Da merke ich immer, dass ich an meine Grenzen komme, weil ich ja keine pädagogische Ausbildung habe. Ich muss immer im System einer Klasse schauen, wie sich die Menschen verbinden lassen und verbunden bleiben, die aus einer akademischen Familie kommen, mit Menschen, die das nicht haben. Wie schaffen wir, dass nicht nur Lehrende und Lernende voneinander lernen, sondern die Studierenden von sich auch untereinander lernen. Da nehme ich einen Begriff, den ich zum ersten Mal bei einer Aktivistin aus Barcelona gehört habe: Das Konzept der Interdependencia. Unabhängigkeit, oder?

Vielleicht eher: gegenseitige Abhängigkeit, oder einfach Gegenseitigkeit …  

… Gegenseitigkeit, genau. Wie funktioniert das zwischen ihnen? Wie helfen sie sich gegenseitig, Sachen zu verstehen?
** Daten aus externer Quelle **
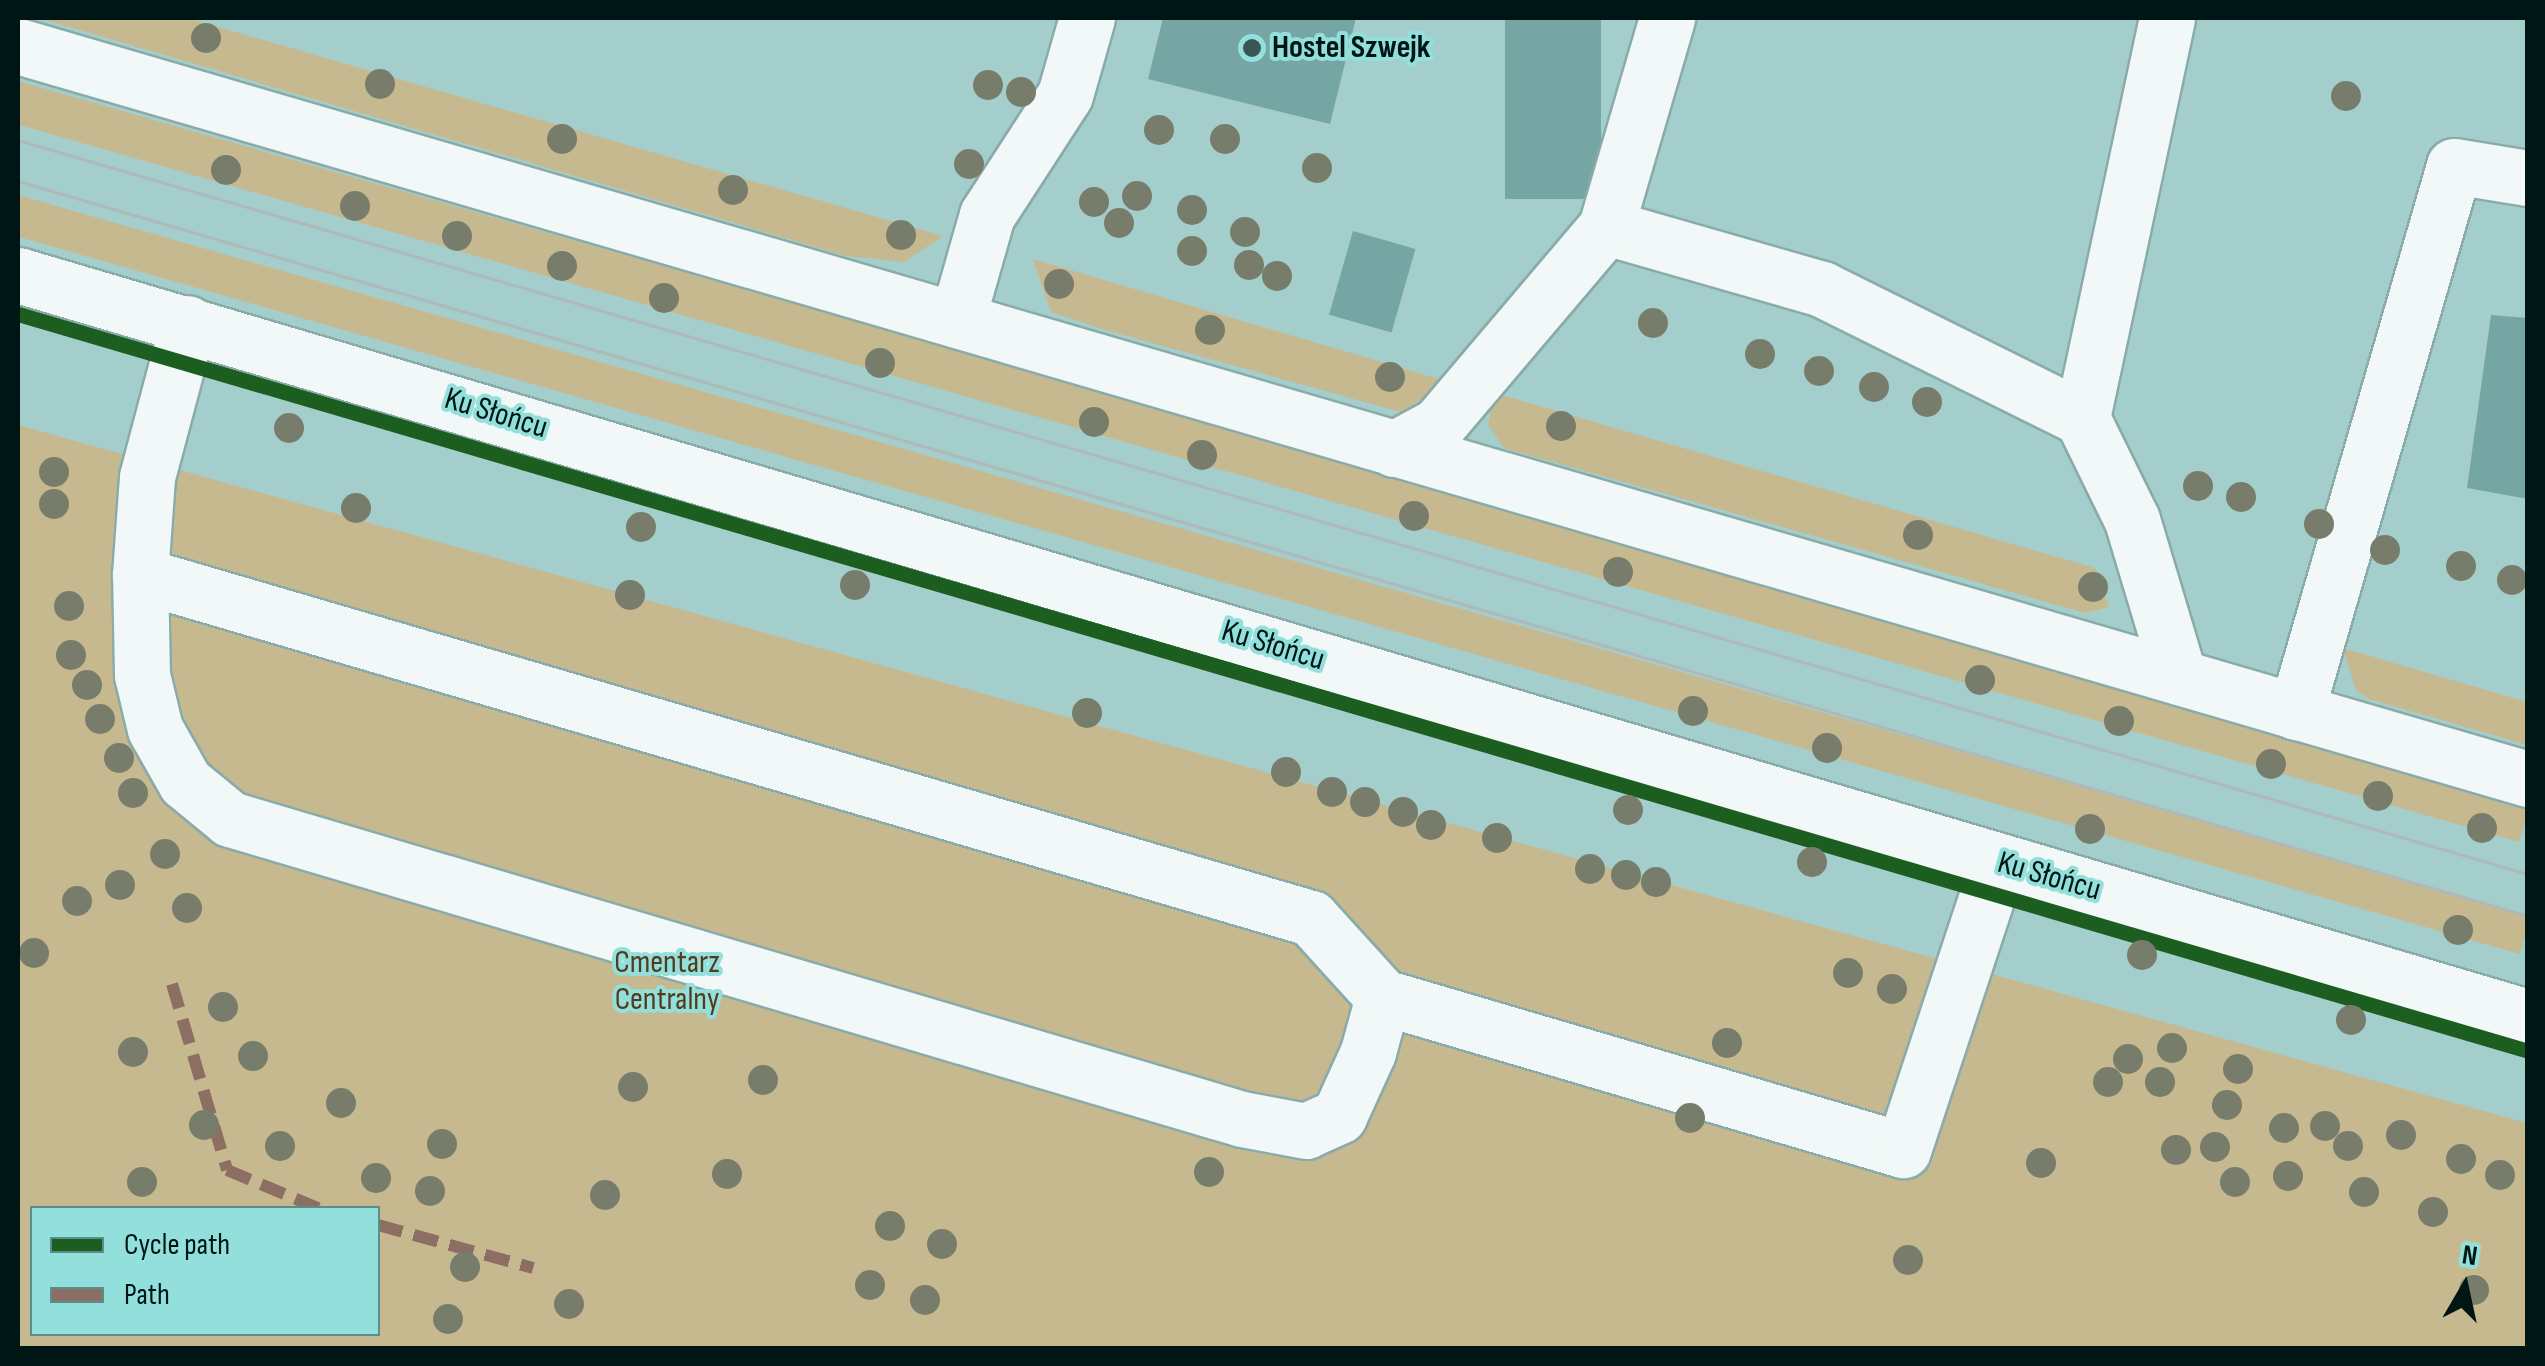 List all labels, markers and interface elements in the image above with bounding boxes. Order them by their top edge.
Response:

Wie kann man eine Atmosphäre schaffen, wo das funktioniert?

Wichtig dafür sind für mich gleichzeitig eine bestimmte Empathie und Sensibilität, um zu schauen, wo die Stärke der Schwächeren liegt und diese heraufzuheben. Es gibt Menschen, die funktionieren organisatorisch wahnsinnig gut, oder es gibt Menschen, die komplizierte Zusammenhänge in leichteres Deutsch übersetzen. Dann kann man mit der leichten Übersetzung statt der schwierigen Version arbeiten und dieser leichten Übersetzung eine Wertigkeit geben.

Wie stark versuchst du, durch deine Art zu sprechen, dein Auftreten oder die Gestaltung des Unterrichts, das zu transportieren?
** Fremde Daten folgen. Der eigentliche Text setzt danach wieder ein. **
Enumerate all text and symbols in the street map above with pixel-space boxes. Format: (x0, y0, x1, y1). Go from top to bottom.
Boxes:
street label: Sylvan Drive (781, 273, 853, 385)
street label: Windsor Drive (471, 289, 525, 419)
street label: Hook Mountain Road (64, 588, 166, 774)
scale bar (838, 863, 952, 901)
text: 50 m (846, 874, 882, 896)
Das ist ein komplizierter Punkt. Es ist nicht leicht. Ich habe eine Arbeitskollegin, die immer einen Arbeitskittel trägt, wenn sie in solchen Lehrsituationen ist. Ich denke, es wäre manchmal viel leichter, wenn ich so etwas haben könnte. Da würde mein Auftreten etwas neutralisierter wirken. Es geht aber nicht nur um das Aussehen oder die Kleidung, sondern auch überhaupt um die Form, wie du sprichst oder du den Unterricht gestaltest. Ich habe mir nach dem ersten Semester an der Akademie jetzt auch überlegt, dass ich innerhalb der Zeit der Lehrveranstaltung Einheiten dafür verwenden möchte, um gemeinsam zu essen. Es gab nämlich sehr komische Situationen, wo zu Beginn der Lehrveranstaltung ein Teil der Studierenden mit Kebab, Sushi und Pizzaschnitte gekommen ist und die andere Hälfte hatte nichts. Dann war eine Pause und die Gruppe, die davor noch nicht gegessen hatte, hat nach der Pause noch gegessen oder sie haben sich versteckt unter dem Tisch etwas geholt und heimlich gegessen. Das ist jetzt nur auf das Essen bezogen, aber das sind Momente, wo du richtig achtgeben musst.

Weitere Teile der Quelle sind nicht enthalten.